1er ALBUM – ASCENDANT ROCKSTAR
Il y a chez Shadi, un débordement. Une manière de ne pas tenir en place, ni dans les cases, ni dans les genres. Shadi parle à ceux qui oscillent entre ambition dévorante et sentiment de décalage. L’année dernier, iel clamait: “Je veux être une star!” Une confession presque naïve, mais profondément lucide. Car les rêves de lumière n’efface pas nos parts d’ombre.
Aujourd’hui, c’est avec son ASCENDANT ROCKSTAR que Shadi cohabite. Un premier album de 15 titres incandescents, ne cherchant pas à lisser mais qui expose et revendique celleux qui dérangent, qui saturent les cadres jusqu’à les faire céder.

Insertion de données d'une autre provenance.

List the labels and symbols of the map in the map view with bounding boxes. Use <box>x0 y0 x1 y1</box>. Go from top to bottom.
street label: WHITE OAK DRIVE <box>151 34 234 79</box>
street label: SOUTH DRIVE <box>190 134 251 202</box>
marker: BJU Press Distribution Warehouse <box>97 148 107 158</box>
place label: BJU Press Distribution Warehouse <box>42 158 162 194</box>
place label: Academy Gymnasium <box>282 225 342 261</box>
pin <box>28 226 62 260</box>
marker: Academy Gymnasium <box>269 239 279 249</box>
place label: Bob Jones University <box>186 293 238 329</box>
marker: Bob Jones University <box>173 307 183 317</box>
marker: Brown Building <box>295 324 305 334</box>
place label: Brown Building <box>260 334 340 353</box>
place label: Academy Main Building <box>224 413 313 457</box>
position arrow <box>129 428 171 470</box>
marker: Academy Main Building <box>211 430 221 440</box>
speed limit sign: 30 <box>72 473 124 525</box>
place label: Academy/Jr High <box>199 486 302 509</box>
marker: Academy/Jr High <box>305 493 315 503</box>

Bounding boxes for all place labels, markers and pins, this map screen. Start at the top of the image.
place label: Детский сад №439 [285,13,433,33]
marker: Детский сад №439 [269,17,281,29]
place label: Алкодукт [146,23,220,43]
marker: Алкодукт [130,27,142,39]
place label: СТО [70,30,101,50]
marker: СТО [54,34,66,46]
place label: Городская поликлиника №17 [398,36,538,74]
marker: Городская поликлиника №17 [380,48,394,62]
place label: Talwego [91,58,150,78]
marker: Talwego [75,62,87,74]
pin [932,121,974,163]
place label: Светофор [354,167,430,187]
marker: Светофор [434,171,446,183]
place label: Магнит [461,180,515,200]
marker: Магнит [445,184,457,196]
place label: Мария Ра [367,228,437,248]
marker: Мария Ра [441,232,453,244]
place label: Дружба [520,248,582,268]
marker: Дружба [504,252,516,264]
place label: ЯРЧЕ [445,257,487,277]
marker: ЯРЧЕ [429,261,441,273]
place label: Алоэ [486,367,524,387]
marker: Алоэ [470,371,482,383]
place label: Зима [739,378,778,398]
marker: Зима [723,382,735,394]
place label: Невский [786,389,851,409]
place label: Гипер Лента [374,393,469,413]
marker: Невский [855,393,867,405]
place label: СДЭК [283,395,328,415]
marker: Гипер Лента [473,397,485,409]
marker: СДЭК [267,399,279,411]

Dans une esthétique « rage pop », Shadi transforme l’intime en espace politique. La colère n’est pas gratuite, elle est vécue, digérée puis recrachée sous forme d’hymnes nerveux avec une lucidité presque ironique, et une vulnérabilité jamais dissimulée. Comme si l’émotion, loin d’être un aveu de faiblesse, devenait un outil de résistance.

L’album se déploie comme un territoire instable, où les identités se fragmentent et se recomposent, pour être à la fois fragiles, spectaculaires et habitées par une forme d’espoir têtu.
En découvrant cette ascendance, quelque chose nous bouscule. Chaque morceau laisse transparaître une urgence mais aussi une justesse. Il ne s’agit plus seulement d’un projet à écouter mais d’une expérience qui s’éprouve presque physiquement. Laissant en chacun de nous une trace inconfortable mais nécessaire.
Écolier Rebelle, Shadi marque son désir d’appartenance et son refus du cadre imposé dans un décor de bahut bien trop normé par sa conformité, sa hiérarchie et son apprentissage de la docilité.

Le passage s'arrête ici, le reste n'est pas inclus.